For Chrome OS and Chromebooks users, background updates are nothing new. We are all used to our devices downloading, installing and implementing updates in the background with little to no interuption to the user. Only upon completion of the update are users made aware of the fact that a new, fresh update is ready to be used upon restart.
It seems that the Chrome developers are wanting a similar experience for the Android version of Chrome as a completely new update flow is being implemented in Chrome Canary for Android. To try it out, you simply need Chrome Canary (just snag it from the Play Store) and, upon launching it, go to chrome://flags and search for “enable google play inline update flow.” Enable the flag, restart Chrome, and the next time Chrome is ready for an update, your app update experinece will be quite different.

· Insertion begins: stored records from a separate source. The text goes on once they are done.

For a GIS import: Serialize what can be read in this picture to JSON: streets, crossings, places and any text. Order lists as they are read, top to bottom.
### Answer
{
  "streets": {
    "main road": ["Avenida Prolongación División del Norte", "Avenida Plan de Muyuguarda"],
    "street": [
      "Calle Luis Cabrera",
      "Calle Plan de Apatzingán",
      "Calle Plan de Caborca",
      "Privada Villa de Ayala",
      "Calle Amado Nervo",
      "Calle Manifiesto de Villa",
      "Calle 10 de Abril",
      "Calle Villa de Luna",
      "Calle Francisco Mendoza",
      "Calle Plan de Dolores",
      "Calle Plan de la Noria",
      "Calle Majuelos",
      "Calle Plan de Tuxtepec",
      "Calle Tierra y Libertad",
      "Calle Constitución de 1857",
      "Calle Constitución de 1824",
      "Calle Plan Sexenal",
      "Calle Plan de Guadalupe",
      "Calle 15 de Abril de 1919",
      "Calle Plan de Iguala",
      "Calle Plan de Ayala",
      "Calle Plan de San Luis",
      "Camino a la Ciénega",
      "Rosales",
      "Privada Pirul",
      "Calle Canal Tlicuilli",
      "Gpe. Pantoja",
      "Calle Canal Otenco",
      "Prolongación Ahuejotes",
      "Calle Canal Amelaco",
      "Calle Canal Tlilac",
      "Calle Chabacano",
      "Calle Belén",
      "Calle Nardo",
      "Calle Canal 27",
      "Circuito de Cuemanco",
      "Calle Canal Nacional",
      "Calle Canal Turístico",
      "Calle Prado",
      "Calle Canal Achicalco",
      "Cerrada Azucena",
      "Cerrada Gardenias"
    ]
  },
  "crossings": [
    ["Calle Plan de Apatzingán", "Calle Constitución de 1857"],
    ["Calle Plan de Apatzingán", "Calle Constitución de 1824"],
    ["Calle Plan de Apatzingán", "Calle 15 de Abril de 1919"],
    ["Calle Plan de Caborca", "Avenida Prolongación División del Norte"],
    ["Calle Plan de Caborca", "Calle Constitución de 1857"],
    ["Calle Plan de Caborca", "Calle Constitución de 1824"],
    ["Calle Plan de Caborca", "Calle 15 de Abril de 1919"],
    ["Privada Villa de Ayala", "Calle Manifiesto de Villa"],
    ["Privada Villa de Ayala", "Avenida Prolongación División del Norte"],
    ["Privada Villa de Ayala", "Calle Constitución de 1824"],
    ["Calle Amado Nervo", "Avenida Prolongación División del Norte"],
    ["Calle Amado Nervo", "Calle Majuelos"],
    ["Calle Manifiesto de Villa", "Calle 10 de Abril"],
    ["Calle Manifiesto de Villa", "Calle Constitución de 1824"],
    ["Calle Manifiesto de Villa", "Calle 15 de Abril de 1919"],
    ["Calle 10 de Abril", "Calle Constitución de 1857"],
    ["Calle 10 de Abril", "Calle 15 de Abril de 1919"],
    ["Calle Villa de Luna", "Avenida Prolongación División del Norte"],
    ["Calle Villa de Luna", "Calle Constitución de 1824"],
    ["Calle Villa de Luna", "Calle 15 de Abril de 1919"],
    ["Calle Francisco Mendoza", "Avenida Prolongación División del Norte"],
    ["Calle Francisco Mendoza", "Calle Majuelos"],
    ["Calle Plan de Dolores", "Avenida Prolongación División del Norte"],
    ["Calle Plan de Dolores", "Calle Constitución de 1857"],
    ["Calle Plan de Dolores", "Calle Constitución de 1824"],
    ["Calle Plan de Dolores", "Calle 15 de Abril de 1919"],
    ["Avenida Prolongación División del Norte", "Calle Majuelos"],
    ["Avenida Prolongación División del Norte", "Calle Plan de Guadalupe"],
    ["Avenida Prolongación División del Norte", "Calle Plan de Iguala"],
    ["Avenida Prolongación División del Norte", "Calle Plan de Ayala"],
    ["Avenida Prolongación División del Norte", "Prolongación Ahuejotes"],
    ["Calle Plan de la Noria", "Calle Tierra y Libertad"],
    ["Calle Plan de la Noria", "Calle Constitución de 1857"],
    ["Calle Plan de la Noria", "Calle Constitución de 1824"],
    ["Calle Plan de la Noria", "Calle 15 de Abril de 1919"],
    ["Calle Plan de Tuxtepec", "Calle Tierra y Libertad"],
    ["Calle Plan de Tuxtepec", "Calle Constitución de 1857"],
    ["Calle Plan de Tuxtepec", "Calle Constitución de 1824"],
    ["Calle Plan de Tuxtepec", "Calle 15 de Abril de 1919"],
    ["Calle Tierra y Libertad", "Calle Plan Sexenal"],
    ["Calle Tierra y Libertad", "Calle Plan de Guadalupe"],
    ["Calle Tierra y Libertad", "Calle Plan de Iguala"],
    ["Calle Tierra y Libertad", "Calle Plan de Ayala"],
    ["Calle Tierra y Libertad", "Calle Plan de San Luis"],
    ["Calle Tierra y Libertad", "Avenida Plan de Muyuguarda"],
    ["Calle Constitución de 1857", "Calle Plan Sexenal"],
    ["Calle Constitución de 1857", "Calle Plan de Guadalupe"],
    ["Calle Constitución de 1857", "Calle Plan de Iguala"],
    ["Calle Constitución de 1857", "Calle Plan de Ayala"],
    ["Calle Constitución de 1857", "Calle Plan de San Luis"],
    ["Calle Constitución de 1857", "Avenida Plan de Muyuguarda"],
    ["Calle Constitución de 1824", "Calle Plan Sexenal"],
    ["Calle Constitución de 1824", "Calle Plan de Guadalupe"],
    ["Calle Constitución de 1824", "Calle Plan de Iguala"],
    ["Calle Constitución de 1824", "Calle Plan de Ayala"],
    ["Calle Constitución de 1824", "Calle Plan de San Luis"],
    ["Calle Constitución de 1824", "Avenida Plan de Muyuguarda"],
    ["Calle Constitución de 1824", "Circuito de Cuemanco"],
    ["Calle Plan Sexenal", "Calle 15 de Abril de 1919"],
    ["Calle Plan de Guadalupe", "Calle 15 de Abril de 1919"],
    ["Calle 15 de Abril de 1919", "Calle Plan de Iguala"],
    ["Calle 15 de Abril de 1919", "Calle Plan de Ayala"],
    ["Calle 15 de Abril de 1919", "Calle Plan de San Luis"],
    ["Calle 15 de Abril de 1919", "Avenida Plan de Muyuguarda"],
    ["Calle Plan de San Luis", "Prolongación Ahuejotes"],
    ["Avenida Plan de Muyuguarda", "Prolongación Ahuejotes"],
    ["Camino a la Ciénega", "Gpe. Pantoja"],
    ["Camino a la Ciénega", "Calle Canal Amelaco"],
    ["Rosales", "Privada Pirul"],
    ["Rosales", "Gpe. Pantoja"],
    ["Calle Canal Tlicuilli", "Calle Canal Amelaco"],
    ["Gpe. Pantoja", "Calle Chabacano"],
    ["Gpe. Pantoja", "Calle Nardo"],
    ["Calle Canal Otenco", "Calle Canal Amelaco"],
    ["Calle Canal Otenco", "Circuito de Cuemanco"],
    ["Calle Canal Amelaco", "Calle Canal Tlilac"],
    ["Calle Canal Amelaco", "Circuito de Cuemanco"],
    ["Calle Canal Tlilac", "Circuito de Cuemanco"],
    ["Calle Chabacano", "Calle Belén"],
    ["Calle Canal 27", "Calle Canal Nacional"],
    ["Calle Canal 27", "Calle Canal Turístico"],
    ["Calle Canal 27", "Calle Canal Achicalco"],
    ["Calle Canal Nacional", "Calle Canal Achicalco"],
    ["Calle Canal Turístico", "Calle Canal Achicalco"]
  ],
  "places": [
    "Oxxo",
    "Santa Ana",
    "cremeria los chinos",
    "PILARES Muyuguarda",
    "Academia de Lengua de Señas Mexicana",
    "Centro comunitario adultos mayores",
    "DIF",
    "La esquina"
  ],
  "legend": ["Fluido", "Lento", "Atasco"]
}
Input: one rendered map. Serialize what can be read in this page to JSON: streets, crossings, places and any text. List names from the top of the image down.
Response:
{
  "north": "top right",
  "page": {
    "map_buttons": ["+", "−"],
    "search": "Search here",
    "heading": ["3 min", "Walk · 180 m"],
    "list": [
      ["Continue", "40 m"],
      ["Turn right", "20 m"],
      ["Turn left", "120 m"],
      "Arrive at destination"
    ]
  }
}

Classically, when there is an update ready for any Android app, users are expected to go to the Play Store, navigate to the app listing, and select update. It goes without saying that if you are already leveraging the Play Store’s auto updates, this won’t have much affect on your update workflow. For many users, however, we choose not to auto update apps due to the number of bugs that can show up with a new app version. Instead, many users see the alert that a few apps are ready for update and then they manually take those updates as they see fit. (Additionally, even when opted in to auto updates, many apps won’t update until told to do so.)
For that second set of users, this whole update process will feel much more like what you experience on a Chromebook with Chrome OS. You will see a notification in the overflow menu that an update is available.
Upon clicking that, you’ll get a pop up that explains Chrome will update in the background and that you can continue using the app while this is happening. This is a big departure from auto updates as I’ve had many occasions where apps that update automatically simply shut down mid process with the auto update happens.
Once the update is ready, users are notified with a small pop-up at the bottom of the screen and additionally in the overflow menu.
Clicking the update then gives the user an animation right in Chrome and then restarts the browser without ever having to actually leave the app.
Overall, the update flow is quite nice and is clearly taking a bit of a nod from the Chrome OS side of things. My hope is Google is testing this with Chrome for an eventual roll out to other apps as well. There are plenty of apps that the existing auto update is fine for, but being able to see an app update right in the app itself and not having surprise shutdowns sounds like a great way for apps to be updated in general. We’ll keep an eye on this as it develops.